• _Task prompt_
Starting with the line containing "position:absolute; translate:-50% -50%;" and going on through the line containing "margin:0; padding:0; list-style:none", return the lines of the data below exactly, and only those.

• _Data to use_

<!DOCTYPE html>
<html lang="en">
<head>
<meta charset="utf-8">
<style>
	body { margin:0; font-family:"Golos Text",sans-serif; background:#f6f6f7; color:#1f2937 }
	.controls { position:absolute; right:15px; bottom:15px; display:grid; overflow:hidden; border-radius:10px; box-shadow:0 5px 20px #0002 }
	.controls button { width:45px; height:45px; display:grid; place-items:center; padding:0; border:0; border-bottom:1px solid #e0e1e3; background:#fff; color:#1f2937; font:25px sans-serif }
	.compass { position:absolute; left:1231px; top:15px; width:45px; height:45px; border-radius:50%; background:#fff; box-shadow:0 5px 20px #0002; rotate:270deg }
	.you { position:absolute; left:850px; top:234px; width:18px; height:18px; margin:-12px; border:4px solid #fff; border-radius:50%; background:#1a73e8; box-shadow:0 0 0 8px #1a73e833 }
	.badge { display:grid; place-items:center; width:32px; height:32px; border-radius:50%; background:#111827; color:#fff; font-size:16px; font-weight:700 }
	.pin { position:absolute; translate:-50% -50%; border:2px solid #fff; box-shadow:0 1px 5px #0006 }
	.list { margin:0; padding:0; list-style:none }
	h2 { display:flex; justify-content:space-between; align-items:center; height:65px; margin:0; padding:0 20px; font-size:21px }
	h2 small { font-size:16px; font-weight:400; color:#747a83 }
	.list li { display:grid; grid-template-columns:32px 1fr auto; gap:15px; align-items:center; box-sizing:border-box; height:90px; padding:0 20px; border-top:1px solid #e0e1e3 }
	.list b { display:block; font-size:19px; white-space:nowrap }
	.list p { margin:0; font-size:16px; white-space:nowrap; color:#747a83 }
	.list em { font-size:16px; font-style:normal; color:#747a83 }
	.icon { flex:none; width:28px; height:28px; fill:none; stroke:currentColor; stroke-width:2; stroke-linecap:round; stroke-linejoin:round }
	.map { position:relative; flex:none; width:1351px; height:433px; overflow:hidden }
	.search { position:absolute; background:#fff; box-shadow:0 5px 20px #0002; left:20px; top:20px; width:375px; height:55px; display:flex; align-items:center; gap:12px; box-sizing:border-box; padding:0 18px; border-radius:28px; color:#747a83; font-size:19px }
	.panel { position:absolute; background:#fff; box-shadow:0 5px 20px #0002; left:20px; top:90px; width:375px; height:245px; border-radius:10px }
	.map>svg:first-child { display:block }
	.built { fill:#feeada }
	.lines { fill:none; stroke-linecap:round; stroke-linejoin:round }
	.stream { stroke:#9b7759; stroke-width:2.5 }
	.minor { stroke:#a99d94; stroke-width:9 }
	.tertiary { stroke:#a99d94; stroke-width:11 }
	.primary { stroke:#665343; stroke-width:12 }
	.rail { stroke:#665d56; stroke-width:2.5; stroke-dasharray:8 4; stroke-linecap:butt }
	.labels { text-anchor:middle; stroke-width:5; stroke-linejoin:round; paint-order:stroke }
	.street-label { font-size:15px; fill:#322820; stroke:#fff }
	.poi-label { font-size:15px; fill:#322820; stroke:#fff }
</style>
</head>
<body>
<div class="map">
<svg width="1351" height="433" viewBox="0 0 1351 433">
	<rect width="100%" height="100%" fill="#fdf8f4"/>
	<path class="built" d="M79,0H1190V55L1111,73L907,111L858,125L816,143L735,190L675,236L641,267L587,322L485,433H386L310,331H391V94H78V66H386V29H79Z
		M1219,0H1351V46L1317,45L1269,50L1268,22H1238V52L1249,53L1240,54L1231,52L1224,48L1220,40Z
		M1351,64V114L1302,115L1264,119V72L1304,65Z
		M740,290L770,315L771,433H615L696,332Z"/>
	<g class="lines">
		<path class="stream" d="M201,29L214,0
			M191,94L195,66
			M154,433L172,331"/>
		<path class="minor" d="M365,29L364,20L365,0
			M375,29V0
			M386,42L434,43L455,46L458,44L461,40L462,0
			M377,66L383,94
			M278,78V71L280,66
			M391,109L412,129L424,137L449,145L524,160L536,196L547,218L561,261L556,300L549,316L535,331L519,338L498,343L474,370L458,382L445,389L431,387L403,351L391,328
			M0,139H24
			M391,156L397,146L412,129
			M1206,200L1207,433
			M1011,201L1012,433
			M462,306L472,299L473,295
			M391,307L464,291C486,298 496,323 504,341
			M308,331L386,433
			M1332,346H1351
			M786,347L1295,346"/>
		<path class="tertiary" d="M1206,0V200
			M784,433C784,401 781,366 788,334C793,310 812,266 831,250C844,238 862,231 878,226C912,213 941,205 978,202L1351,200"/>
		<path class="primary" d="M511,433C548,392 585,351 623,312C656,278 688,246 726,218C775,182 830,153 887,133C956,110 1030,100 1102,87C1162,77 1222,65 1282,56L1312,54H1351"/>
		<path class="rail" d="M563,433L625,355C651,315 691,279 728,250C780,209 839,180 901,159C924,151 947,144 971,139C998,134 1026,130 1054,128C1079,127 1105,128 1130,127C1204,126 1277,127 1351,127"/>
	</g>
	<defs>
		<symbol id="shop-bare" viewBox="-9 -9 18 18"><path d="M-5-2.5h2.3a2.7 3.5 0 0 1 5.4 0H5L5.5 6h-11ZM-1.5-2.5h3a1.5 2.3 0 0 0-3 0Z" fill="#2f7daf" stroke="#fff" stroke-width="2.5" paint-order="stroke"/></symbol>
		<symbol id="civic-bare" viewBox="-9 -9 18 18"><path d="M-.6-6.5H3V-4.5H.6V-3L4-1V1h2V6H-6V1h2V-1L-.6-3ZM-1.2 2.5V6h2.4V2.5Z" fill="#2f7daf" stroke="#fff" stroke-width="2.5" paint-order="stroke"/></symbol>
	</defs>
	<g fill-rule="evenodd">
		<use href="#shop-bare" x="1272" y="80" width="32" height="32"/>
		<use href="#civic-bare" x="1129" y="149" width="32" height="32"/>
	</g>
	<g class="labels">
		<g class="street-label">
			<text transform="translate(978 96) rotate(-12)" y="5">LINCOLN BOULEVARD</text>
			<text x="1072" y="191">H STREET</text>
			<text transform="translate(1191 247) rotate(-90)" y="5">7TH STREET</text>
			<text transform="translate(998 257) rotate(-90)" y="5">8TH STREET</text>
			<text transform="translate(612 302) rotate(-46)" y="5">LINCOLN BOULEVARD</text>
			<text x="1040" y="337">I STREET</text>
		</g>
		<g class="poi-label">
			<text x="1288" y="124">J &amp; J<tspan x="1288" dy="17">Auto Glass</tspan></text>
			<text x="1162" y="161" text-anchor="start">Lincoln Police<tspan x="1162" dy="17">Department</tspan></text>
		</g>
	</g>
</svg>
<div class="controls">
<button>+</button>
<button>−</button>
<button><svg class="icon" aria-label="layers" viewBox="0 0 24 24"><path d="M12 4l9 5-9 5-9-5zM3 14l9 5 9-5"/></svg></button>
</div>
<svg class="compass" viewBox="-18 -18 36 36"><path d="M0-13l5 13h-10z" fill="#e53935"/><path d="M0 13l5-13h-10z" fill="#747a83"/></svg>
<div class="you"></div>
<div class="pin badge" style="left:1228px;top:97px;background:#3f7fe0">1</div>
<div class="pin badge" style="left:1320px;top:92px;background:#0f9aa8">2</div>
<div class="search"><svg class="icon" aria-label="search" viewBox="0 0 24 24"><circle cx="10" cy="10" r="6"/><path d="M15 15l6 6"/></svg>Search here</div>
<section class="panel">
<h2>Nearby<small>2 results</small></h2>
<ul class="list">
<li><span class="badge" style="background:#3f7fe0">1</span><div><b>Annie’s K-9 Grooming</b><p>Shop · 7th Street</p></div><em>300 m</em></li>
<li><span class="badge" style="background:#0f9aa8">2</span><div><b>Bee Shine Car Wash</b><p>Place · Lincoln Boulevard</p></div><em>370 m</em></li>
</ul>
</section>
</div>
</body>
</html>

• _Reply to the exercise_
	.pin { position:absolute; translate:-50% -50%; border:2px solid #fff; box-shadow:0 1px 5px #0006 }
	.list { margin:0; padding:0; list-style:none }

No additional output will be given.